** Opening RAW DATA block **

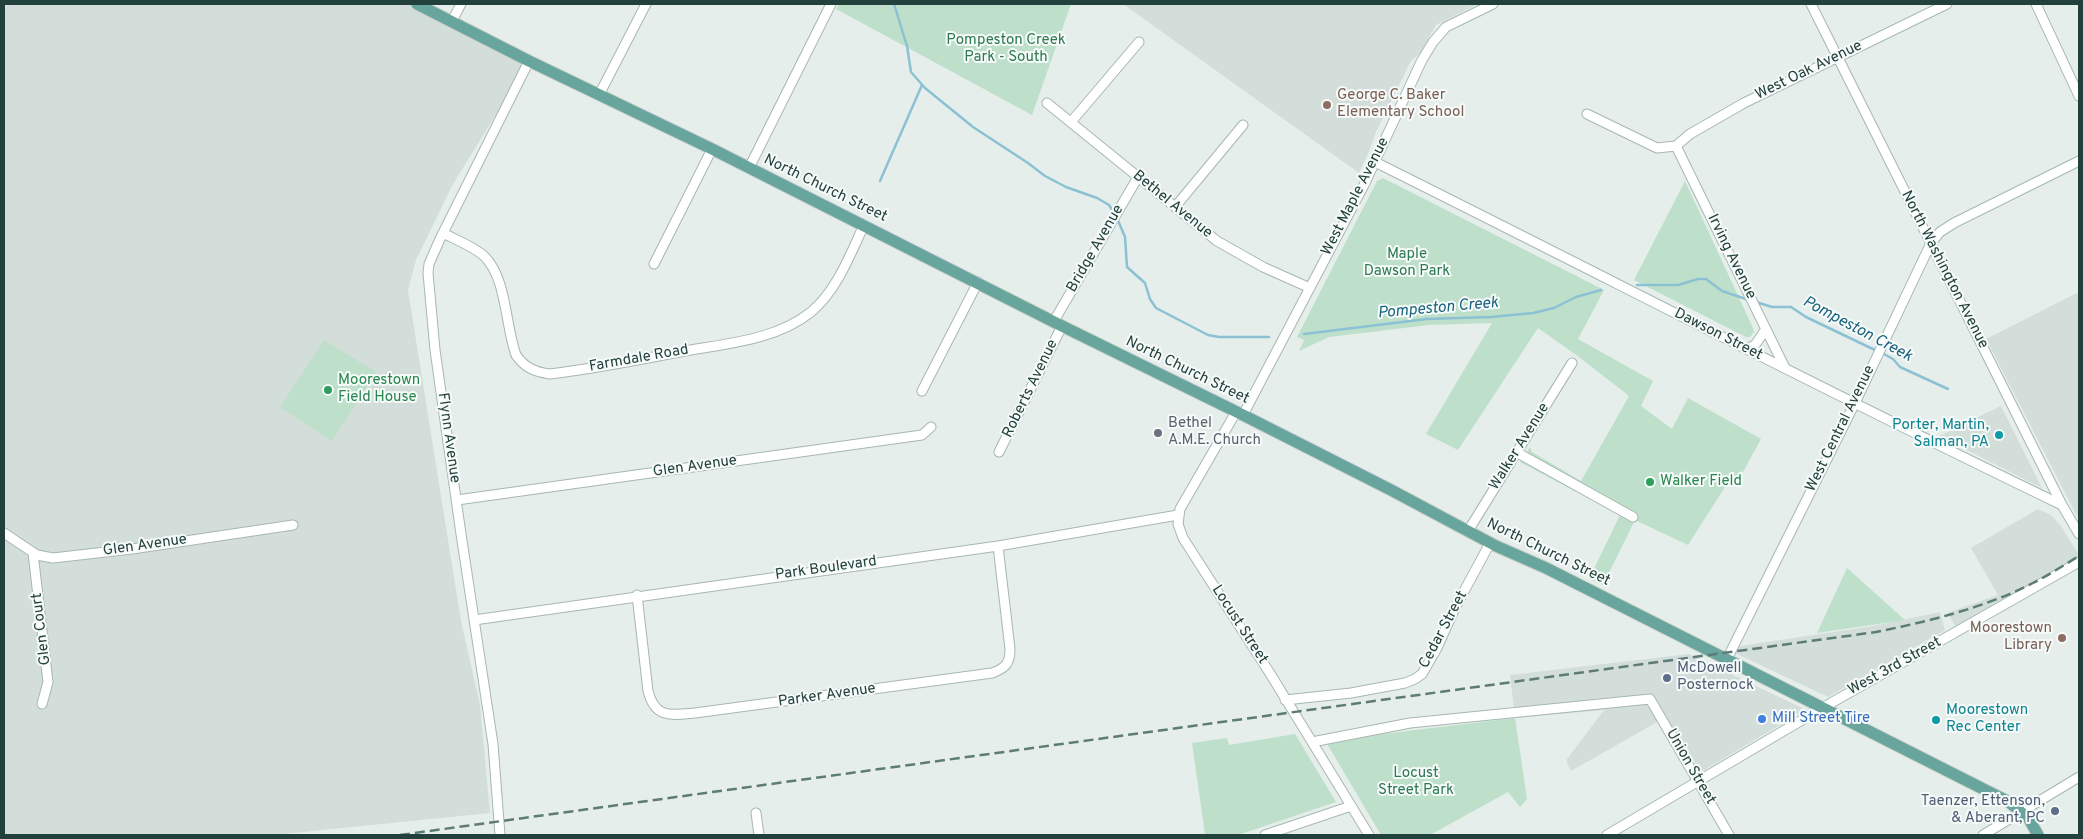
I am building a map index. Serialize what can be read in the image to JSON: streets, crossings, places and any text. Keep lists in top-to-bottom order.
{
  "streets": {
    "main road": ["North Church Street"],
    "street": [
      "West Oak Avenue",
      "West Maple Avenue",
      "Bethel Avenue",
      "Bridge Avenue",
      "Irving Avenue",
      "North Washington Avenue",
      "Dawson Street",
      "Farmdale Road",
      "Roberts Avenue",
      "West Central Avenue",
      "Flynn Avenue",
      "Walker Avenue",
      "Glen Avenue",
      "Park Boulevard",
      "Locust Street",
      "Glen Court",
      "Cedar Street",
      "West 3rd Street",
      "Parker Avenue",
      "Union Street"
    ]
  },
  "crossings": [
    ["West Oak Avenue", "Irving Avenue"],
    ["West Oak Avenue", "North Washington Avenue"],
    ["North Church Street", "West Maple Avenue"],
    ["North Church Street", "Bridge Avenue"],
    ["North Church Street", "Farmdale Road"],
    ["North Church Street", "Roberts Avenue"],
    ["North Church Street", "West Central Avenue"],
    ["North Church Street", "Flynn Avenue"],
    ["North Church Street", "Walker Avenue"],
    ["North Church Street", "Cedar Street"],
    ["North Church Street", "West 3rd Street"],
    ["West Maple Avenue", "Bethel Avenue"],
    ["West Maple Avenue", "Dawson Street"],
    ["Bethel Avenue", "Bridge Avenue"],
    ["Bridge Avenue", "Roberts Avenue"],
    ["Irving Avenue", "Dawson Street"],
    ["North Washington Avenue", "Dawson Street"],
    ["North Washington Avenue", "West Central Avenue"],
    ["Dawson Street", "West Central Avenue"],
    ["Farmdale Road", "Flynn Avenue"],
    ["Flynn Avenue", "Glen Avenue"],
    ["Flynn Avenue", "Park Boulevard"],
    ["Glen Avenue", "Glen Court"],
    ["Park Boulevard", "Locust Street"],
    ["Park Boulevard", "Parker Avenue"],
    ["Locust Street", "Cedar Street"],
    ["Locust Street", "Union Street"],
    ["West 3rd Street", "Union Street"]
  ],
  "water": ["Pompeston Creek"],
  "parks": ["Pompeston Creek Park - South", "Maple Dawson Park", "Locust Street Park"],
  "places": [
    "George C. Baker Elementary School",
    "Moorestown Field House",
    "Bethel A.M.E. Church",
    "Porter, Martin, Salman, PA",
    "Walker Field",
    "Moorestown Library",
    "McDowell Posternock",
    "Mill Street Tire",
    "Moorestown Rec Center",
    "Taenzer, Ettenson, & Aberant, PC"
  ]
}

** Closing RAW DATA block **

PROBLEM DESCRIPTION ▸ Scan the records above for the word "Glen" and return every line where it occurs.

YOUR RESPONSE ▸
      "Glen Avenue",
      "Glen Court",
    ["Flynn Avenue", "Glen Avenue"],
    ["Glen Avenue", "Glen Court"],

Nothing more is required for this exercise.